**The problem**
Copy all the lines of the data that include the word "getContext".

**Available data**

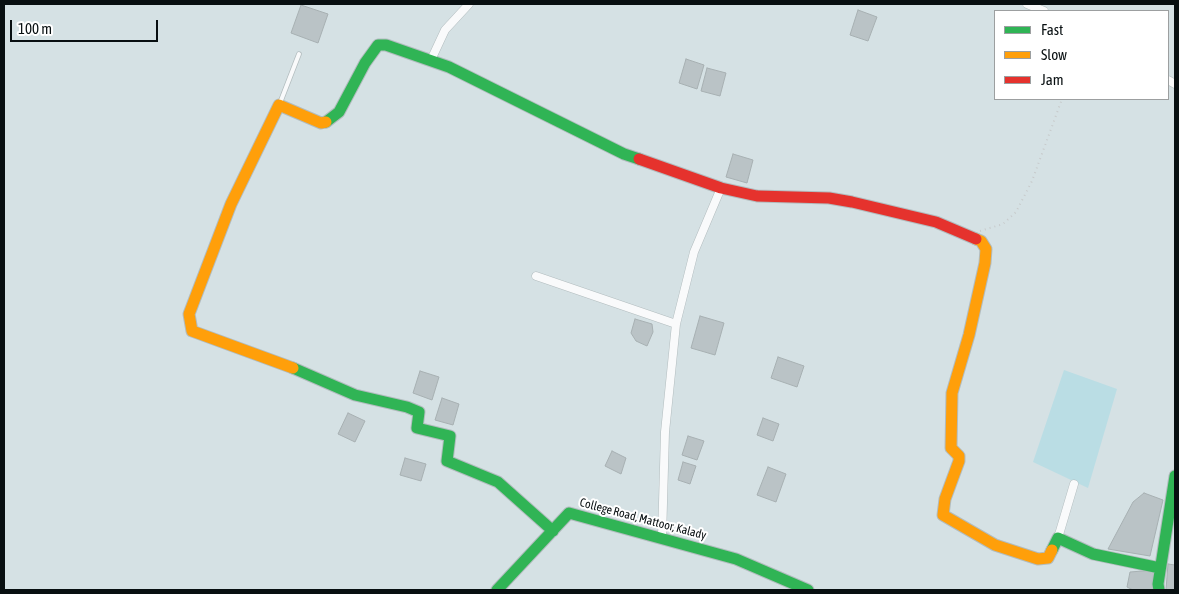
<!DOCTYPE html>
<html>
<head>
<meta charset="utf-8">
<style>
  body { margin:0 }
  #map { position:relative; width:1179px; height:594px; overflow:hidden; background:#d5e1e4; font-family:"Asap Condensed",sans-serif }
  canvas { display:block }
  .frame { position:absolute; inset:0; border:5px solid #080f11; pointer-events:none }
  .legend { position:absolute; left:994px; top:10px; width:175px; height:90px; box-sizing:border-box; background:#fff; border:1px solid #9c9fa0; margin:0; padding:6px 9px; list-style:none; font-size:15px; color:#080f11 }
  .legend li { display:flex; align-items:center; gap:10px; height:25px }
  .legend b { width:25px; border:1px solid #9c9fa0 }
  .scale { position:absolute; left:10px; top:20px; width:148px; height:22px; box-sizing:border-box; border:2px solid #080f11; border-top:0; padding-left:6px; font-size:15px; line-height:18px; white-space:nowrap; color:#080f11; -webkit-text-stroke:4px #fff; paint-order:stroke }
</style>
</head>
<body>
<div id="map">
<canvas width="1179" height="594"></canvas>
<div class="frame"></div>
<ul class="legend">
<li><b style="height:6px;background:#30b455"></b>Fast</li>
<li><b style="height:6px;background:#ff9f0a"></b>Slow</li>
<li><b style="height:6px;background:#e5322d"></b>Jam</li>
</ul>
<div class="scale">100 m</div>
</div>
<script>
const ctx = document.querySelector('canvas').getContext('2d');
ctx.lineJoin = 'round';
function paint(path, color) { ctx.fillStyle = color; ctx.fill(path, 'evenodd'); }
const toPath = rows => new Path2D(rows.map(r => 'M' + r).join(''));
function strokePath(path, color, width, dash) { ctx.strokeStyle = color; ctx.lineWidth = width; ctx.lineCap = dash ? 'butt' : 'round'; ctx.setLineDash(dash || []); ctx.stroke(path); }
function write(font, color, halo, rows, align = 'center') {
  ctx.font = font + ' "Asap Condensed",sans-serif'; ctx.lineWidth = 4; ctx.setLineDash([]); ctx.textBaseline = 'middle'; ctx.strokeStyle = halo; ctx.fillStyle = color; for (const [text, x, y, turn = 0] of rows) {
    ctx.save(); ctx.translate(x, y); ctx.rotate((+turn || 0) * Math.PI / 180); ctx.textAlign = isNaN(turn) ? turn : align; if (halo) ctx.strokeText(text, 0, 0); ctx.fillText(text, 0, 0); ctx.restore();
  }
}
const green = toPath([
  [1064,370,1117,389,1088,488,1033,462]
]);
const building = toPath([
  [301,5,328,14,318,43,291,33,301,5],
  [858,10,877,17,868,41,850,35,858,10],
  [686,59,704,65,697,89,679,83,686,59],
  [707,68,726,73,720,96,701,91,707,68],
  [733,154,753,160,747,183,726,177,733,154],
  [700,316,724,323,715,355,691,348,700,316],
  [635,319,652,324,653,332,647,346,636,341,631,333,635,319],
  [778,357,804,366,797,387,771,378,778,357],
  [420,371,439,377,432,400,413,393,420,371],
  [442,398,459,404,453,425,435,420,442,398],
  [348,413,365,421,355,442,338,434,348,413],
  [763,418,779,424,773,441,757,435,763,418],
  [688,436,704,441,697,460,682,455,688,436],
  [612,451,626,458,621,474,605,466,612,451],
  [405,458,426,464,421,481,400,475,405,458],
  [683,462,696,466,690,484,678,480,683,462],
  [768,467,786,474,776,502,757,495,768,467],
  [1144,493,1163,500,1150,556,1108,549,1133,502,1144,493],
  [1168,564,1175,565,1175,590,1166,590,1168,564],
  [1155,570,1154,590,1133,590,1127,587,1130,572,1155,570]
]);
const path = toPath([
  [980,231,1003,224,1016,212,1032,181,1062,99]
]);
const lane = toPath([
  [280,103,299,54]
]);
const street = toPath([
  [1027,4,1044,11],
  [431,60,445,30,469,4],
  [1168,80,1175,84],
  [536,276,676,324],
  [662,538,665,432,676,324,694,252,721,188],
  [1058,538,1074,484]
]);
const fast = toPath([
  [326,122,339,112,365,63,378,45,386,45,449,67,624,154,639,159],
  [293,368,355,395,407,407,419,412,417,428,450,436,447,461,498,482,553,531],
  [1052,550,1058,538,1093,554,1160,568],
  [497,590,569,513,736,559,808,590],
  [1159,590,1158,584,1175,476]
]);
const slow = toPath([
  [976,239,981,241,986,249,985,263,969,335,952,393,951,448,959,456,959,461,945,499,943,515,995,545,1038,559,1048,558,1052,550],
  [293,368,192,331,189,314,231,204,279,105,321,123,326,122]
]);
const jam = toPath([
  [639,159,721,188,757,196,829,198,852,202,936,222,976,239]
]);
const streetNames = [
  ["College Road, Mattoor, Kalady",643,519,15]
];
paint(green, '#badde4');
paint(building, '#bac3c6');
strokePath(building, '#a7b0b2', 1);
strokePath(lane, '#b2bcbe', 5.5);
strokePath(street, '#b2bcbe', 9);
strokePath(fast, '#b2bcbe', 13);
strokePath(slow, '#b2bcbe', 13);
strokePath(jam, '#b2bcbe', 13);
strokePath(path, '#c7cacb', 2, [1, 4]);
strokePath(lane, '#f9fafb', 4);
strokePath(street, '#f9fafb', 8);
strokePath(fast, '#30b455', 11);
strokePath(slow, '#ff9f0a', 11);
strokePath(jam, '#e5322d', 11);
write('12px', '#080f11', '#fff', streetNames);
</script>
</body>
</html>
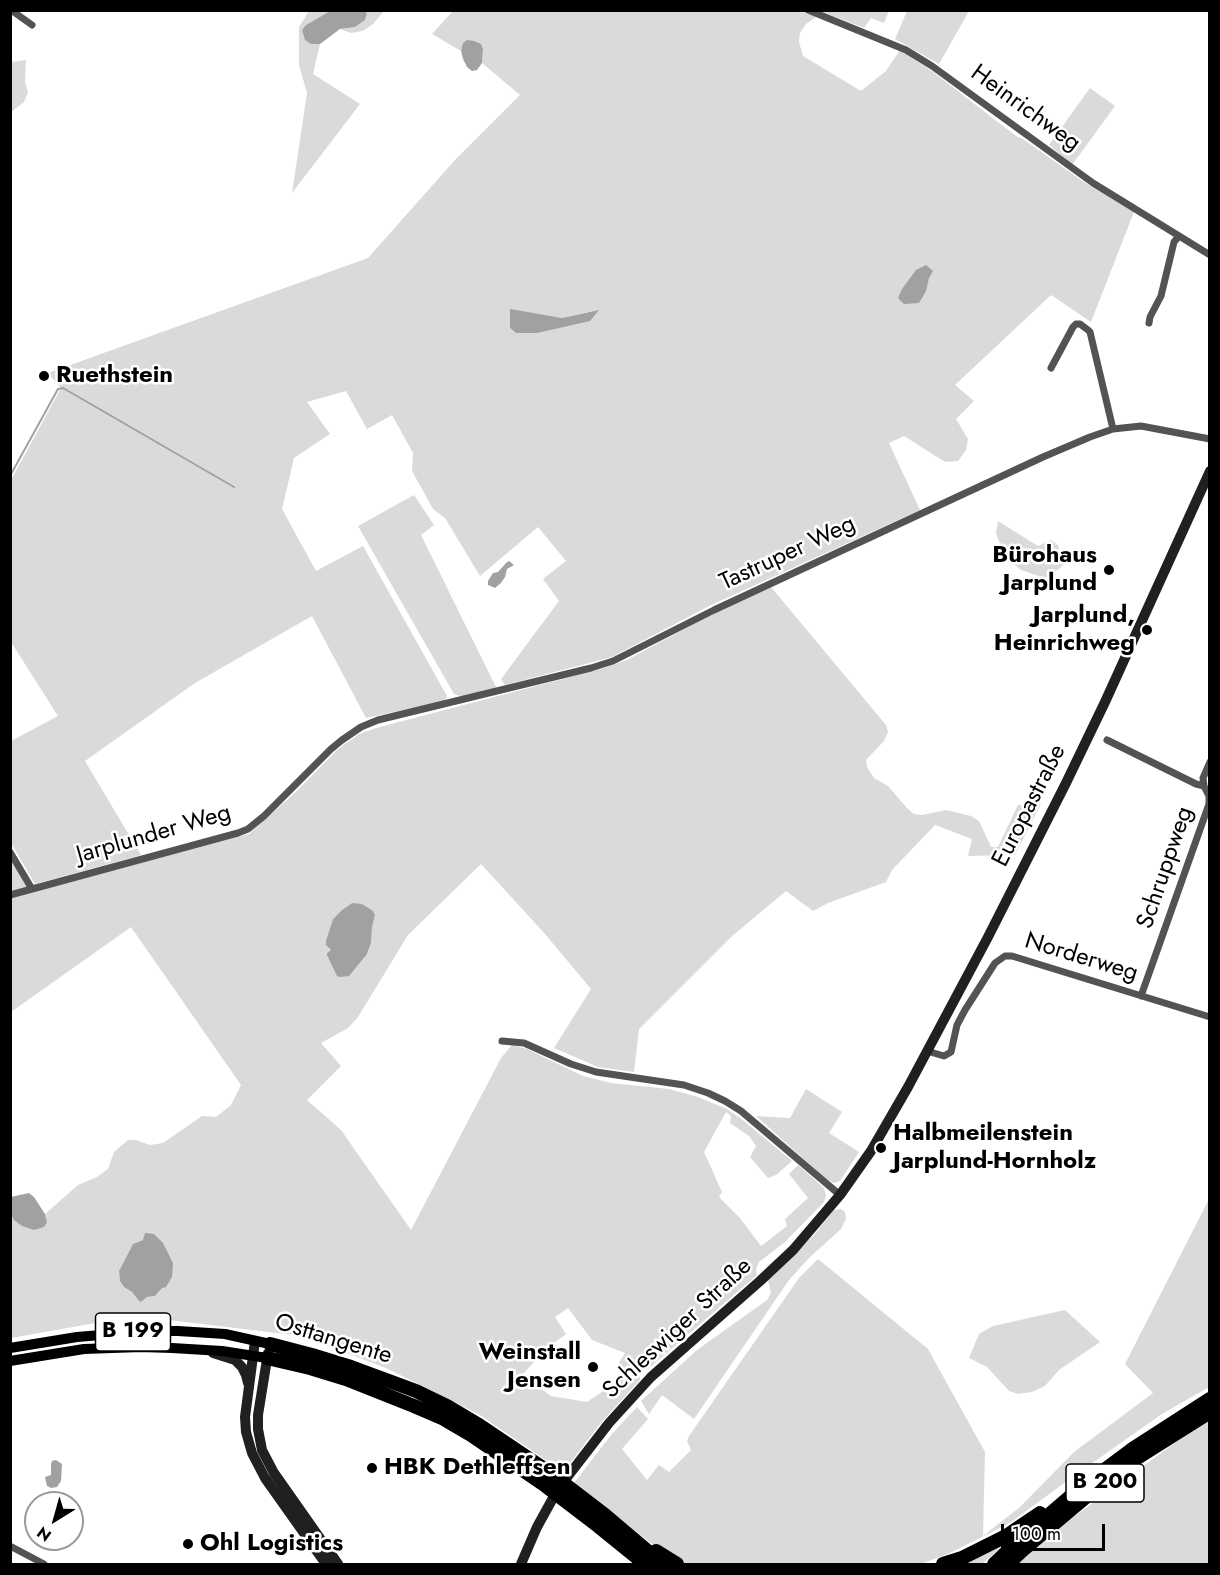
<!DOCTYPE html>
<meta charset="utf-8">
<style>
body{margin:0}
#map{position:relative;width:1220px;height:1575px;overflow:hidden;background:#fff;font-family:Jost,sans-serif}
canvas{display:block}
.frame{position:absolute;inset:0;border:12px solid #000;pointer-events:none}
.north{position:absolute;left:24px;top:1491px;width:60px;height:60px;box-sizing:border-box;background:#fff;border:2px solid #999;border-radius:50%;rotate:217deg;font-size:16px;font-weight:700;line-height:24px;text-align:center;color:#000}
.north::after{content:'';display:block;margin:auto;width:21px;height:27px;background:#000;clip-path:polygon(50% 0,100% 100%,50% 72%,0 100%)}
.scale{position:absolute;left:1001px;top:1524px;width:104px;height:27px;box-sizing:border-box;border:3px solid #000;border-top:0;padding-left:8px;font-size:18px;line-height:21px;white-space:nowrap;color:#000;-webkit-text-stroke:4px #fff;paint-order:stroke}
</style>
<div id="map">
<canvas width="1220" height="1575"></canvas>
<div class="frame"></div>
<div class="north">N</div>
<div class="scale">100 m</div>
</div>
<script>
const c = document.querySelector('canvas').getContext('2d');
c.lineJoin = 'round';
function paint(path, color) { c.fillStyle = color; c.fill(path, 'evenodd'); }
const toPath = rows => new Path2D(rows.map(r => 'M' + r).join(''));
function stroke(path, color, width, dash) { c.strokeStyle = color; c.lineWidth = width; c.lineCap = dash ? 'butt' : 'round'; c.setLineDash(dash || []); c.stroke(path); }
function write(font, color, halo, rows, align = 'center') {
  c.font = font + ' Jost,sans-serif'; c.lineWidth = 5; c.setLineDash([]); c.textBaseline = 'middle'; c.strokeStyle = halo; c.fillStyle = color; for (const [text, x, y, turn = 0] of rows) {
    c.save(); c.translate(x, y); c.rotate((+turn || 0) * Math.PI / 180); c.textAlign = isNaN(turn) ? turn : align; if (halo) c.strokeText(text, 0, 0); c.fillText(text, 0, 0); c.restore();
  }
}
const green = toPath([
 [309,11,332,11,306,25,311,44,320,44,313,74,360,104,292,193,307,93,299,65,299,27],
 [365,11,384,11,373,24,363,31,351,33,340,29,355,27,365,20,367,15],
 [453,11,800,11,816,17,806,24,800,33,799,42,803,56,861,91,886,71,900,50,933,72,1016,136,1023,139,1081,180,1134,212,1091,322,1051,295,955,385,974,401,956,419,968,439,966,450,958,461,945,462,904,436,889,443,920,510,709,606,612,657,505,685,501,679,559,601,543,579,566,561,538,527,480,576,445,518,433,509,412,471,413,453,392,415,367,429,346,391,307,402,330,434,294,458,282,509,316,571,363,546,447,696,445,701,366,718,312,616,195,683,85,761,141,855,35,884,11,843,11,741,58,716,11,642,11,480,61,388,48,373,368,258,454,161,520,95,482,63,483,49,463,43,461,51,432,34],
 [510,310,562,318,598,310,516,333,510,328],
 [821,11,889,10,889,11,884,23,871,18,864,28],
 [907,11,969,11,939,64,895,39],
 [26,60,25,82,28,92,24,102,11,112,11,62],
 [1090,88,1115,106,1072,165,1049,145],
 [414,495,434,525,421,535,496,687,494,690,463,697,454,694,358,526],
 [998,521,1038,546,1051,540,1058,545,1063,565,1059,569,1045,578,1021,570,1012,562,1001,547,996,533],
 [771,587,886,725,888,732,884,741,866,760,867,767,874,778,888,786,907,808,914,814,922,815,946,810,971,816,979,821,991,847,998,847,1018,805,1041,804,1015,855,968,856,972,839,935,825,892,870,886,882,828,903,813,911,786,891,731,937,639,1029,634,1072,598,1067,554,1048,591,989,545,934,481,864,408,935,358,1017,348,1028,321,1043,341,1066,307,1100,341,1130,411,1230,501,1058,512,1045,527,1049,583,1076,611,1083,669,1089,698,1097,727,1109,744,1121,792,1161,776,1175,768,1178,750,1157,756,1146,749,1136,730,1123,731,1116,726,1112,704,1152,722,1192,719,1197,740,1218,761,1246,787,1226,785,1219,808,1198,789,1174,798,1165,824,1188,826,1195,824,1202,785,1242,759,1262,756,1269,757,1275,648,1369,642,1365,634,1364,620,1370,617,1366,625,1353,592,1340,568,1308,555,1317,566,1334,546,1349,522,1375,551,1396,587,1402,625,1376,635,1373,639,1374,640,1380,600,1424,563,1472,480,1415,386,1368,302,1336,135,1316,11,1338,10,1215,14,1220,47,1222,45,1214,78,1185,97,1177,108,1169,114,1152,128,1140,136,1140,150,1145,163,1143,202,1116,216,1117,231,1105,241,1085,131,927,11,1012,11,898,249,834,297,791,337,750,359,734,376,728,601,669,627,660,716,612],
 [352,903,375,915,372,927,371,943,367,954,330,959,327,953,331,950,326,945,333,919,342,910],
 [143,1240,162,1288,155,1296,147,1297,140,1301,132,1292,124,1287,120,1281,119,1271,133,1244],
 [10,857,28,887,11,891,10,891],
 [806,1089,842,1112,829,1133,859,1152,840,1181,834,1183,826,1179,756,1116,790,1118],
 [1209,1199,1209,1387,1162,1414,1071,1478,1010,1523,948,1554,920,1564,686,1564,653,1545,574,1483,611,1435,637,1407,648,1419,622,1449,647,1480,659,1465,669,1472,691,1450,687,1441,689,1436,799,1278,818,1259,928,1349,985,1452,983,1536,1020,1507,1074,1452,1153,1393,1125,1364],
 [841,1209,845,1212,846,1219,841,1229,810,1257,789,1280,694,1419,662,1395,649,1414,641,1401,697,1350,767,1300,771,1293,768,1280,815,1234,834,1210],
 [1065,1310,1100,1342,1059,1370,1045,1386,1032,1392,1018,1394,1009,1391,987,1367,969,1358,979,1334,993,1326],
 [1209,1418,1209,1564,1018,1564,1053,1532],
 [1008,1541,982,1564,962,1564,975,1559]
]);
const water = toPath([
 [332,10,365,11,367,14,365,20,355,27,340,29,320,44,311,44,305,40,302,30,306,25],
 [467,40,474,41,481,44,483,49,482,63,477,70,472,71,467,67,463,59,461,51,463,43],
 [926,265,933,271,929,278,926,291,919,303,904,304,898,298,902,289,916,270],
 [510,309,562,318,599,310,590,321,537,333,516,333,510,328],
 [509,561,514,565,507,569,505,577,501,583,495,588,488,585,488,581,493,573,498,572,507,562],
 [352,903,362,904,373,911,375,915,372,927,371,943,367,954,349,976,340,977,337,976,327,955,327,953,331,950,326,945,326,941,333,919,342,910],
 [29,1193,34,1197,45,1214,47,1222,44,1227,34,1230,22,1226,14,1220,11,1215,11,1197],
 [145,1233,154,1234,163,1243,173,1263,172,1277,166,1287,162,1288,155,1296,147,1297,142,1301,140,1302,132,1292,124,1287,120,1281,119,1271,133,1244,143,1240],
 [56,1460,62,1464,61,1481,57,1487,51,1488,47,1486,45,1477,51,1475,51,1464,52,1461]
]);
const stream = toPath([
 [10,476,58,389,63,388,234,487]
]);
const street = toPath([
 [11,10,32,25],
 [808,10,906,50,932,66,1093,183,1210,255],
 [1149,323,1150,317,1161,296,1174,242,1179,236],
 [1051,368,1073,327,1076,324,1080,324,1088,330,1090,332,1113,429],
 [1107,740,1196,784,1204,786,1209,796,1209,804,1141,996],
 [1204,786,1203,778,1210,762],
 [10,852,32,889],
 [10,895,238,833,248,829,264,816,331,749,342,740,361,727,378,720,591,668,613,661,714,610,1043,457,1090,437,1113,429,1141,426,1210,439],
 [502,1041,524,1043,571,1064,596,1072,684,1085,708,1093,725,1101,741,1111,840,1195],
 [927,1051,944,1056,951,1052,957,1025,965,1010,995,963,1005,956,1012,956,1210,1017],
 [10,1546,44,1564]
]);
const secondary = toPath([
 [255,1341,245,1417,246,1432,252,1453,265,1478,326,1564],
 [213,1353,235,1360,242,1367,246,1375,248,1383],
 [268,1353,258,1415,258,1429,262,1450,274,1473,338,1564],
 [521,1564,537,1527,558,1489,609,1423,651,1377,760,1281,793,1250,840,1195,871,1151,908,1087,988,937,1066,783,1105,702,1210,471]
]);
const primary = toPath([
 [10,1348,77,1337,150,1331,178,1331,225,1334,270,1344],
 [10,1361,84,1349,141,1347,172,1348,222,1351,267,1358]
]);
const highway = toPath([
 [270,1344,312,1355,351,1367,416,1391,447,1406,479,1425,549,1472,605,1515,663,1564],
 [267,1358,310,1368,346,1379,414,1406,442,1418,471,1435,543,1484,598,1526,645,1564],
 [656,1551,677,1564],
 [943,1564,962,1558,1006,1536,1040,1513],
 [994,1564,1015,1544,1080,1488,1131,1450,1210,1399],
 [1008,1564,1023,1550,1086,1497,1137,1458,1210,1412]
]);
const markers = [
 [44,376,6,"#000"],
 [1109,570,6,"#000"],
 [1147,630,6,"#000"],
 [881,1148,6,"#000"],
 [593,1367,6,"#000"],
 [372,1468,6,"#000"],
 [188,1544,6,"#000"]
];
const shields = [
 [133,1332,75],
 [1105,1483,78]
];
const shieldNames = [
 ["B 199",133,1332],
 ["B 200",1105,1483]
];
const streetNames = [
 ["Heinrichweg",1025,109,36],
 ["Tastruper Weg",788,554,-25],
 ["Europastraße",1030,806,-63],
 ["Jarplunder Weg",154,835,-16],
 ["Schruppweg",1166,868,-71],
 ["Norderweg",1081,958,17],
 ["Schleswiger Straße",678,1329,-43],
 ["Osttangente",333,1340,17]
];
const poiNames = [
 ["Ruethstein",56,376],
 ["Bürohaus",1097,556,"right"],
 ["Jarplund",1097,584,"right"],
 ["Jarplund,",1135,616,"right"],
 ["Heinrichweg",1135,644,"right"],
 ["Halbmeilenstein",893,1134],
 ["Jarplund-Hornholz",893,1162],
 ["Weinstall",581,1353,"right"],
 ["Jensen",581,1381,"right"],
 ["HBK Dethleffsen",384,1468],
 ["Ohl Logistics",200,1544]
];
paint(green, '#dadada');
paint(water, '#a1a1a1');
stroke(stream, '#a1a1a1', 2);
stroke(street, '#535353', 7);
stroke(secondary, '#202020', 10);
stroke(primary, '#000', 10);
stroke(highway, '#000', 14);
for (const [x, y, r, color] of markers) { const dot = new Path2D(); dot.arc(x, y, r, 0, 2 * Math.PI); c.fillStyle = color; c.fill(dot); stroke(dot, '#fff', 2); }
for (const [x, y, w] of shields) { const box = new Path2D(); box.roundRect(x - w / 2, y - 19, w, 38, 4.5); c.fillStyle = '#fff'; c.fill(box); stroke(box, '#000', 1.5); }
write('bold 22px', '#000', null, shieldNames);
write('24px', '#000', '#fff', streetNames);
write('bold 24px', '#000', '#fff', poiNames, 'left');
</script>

**Task result**
const ctx = document.querySelector('canvas').getContext('2d');
const c = document.querySelector('canvas').getContext('2d');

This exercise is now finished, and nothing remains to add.